Vanity Fair Captured Seething (and Race-Based) Hatred of Juan Williams Inside NPR
Other than the snide dismissal of conservative NPR critics, David Margolick's Vanity Fair story on NPR really captured how much Juan Williams was despised by his NPR colleagues – and NPR listeners. Simply to anticipate such listener outrage, he wrote, one NPR editor created a kind of “Juan Williams Watch,” tuning in Fox regularly to hear, as she put it, whatever “stupid cockamamie” thing he might say, and which, therefore, she would have to defend.
“The thing nobody will say...is that Juan was here because he was black,” complained one, as the story painted a picture of Williams as a shiftless bum who coasted on his race and didn’t care to educate himself about the issues. Other blacks were catty. “Juan, gettin’ ugly,” e-mailed Farai Chideya. "Three times in our hour-long interview," Margolick noted, talk-show host Michel Martin called Williams “the most skillful manipulator of white people’s anxieties that I have ever met.”
Margolick reported:
For NPR, after all, Williams was a three-fer: a star, black, and a conservative (at least relatively speaking), three commodities in perpetually short supply there. “We were punch-drunk about having him on board,” one NPR editor recalled...
Nor, co-workers say, did he do his homework: preparing for eight hours of radio a week is arduous, and he had too much else going on. One recalled telling him how laboriously Terry Gross got herself ready for Fresh Air, forever lugging home boxes of books and compact discs; “Juan really didn’t want to hear that,” he said. Off at Fox or the gym or on the road, he missed meetings. Unwilling to master them the way, say, Robert Siegel does, he mangled foreign names, then mangled them anew after every station break. The very stations that so loved him as a fund-raiser threatened to pull the program unless he was replaced.

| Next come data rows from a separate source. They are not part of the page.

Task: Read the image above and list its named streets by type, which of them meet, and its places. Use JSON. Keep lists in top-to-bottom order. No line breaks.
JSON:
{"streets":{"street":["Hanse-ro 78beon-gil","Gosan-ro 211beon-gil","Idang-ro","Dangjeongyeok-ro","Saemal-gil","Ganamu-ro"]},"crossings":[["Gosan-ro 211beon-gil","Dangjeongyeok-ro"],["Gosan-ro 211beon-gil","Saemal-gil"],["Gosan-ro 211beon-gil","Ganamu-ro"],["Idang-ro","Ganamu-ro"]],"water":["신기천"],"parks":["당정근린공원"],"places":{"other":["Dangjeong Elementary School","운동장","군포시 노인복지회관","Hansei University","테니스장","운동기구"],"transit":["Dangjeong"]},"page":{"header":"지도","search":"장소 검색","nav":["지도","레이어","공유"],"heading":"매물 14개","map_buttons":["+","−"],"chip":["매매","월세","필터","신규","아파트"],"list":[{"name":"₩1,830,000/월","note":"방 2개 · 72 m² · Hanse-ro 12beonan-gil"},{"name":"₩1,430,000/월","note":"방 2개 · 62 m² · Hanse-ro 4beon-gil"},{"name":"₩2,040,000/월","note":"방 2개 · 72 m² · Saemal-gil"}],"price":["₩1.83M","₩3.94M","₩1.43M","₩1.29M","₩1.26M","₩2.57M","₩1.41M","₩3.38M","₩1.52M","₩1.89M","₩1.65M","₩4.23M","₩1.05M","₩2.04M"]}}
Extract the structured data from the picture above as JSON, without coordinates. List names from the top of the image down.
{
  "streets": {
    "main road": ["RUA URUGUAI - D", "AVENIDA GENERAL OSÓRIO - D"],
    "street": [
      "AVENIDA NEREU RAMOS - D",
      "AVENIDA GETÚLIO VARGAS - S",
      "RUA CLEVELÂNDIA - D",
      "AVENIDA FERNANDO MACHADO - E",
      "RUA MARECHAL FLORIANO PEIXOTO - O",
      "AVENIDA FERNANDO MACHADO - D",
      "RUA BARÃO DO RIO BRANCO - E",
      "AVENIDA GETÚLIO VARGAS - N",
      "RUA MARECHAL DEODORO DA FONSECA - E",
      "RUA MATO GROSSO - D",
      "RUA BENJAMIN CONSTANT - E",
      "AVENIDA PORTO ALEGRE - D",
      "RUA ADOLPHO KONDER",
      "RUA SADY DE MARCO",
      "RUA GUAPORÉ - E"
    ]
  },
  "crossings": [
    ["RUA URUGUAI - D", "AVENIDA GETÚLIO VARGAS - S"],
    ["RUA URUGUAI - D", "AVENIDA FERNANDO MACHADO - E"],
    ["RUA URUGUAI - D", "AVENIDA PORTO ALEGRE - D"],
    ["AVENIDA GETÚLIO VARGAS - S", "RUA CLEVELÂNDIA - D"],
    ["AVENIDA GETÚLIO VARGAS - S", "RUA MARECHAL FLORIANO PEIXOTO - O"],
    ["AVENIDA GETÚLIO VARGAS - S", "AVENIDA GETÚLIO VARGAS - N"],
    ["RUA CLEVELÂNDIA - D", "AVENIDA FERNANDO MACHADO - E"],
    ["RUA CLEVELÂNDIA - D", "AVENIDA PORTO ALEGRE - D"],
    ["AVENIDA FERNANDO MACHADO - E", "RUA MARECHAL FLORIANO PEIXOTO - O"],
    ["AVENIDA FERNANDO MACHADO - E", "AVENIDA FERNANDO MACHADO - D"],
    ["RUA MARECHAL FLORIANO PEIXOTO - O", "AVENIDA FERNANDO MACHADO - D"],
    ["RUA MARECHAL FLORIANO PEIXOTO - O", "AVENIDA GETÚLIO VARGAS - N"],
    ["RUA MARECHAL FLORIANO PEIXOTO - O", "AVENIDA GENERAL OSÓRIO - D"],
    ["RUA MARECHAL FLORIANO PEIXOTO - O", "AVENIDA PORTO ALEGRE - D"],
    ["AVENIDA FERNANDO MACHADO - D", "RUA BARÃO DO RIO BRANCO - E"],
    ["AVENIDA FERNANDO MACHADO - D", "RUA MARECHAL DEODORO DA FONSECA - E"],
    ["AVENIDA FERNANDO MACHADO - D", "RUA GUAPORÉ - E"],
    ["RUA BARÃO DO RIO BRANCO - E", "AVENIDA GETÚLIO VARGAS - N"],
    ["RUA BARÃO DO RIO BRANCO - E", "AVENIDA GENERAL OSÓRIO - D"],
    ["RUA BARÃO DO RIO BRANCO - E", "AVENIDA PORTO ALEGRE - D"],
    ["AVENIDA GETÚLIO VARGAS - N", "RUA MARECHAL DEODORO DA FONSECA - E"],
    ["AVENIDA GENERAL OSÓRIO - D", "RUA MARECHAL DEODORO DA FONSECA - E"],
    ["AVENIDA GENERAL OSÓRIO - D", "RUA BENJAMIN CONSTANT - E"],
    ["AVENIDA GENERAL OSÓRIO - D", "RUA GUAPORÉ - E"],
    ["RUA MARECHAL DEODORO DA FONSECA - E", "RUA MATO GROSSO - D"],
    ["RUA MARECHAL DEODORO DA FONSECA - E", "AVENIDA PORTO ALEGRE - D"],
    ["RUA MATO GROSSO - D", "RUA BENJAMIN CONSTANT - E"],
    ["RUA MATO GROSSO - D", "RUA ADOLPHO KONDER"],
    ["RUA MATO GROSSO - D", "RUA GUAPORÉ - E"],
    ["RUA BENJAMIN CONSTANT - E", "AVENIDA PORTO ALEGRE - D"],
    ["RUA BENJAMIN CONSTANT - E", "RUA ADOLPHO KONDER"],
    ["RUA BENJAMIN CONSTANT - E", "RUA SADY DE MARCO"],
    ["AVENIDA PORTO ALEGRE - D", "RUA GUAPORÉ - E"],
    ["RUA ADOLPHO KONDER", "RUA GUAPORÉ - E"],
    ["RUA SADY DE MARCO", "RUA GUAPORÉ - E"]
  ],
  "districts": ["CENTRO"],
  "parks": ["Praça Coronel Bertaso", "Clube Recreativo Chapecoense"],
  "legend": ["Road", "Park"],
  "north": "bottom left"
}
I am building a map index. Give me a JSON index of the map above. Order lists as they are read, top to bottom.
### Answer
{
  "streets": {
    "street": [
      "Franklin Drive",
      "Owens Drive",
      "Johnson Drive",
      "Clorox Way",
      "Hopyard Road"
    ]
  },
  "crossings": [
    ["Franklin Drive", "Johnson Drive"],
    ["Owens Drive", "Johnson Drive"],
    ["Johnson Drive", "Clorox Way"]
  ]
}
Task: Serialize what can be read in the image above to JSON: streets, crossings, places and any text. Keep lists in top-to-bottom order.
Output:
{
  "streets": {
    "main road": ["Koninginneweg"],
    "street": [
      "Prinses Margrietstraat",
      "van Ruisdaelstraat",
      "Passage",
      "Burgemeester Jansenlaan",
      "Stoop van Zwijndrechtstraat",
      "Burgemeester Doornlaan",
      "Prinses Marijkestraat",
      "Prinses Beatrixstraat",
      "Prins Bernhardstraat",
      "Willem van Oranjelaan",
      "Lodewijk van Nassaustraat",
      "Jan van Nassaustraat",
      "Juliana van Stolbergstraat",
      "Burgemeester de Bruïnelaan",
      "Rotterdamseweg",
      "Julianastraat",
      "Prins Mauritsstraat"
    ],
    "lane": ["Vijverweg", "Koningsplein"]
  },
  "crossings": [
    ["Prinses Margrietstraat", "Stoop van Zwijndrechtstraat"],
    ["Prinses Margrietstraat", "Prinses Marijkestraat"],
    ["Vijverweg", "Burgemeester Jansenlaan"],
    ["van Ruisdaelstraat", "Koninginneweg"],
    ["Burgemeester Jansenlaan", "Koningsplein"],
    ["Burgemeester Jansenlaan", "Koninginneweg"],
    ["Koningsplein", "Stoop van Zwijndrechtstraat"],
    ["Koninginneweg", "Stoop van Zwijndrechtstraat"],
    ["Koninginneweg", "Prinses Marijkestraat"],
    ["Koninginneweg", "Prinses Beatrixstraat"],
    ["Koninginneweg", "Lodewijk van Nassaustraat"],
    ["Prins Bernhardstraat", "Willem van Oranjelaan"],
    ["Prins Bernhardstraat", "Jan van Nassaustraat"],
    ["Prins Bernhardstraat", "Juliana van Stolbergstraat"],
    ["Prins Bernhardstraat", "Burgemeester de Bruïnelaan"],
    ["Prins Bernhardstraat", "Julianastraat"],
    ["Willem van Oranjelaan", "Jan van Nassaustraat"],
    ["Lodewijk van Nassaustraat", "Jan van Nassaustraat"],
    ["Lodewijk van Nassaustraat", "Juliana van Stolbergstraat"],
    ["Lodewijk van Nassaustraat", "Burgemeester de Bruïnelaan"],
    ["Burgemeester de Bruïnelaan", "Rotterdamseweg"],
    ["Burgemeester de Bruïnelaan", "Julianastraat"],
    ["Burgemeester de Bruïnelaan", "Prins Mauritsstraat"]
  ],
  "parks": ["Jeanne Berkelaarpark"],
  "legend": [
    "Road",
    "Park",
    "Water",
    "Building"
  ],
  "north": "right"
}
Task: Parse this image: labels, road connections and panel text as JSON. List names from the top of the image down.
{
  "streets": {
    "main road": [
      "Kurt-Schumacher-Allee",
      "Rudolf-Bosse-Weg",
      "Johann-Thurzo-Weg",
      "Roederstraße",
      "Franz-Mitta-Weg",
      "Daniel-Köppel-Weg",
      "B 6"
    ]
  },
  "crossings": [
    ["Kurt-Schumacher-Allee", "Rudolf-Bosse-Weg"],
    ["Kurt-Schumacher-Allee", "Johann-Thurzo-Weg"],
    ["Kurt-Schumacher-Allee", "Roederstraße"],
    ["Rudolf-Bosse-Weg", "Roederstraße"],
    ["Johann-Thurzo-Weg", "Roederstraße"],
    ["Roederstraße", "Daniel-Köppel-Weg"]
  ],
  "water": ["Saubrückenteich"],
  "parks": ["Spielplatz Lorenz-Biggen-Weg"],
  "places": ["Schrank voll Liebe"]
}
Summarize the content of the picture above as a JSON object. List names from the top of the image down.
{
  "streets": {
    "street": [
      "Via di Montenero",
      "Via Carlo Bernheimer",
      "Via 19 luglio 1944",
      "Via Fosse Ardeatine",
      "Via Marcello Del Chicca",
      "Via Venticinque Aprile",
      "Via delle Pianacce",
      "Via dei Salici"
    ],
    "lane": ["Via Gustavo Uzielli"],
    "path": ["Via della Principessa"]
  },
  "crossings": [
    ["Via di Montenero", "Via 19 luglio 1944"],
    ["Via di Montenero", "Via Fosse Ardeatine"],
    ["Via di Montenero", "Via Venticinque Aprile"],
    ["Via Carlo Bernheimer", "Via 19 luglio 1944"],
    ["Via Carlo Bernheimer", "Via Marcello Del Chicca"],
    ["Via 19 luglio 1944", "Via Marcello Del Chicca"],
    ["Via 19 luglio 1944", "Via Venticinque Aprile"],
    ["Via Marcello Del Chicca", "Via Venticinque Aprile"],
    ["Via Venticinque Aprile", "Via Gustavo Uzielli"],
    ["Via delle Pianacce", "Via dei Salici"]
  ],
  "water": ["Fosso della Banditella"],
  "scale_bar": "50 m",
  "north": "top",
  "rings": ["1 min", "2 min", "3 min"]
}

The feeling that Juan was a Bush-loving, Fox-boosting conservative really caused storms of outrage inside the liberal bubble that is NPR:
Undoubtedly aided by his Fox connections, in January 2007 he scored NPR’s first interview with President George W. Bush in seven years. But some listeners thought him sycophantic, particularly when he told Bush that people were praying for him. (In his church, Williams explains, the parishioners prayed for everyone.)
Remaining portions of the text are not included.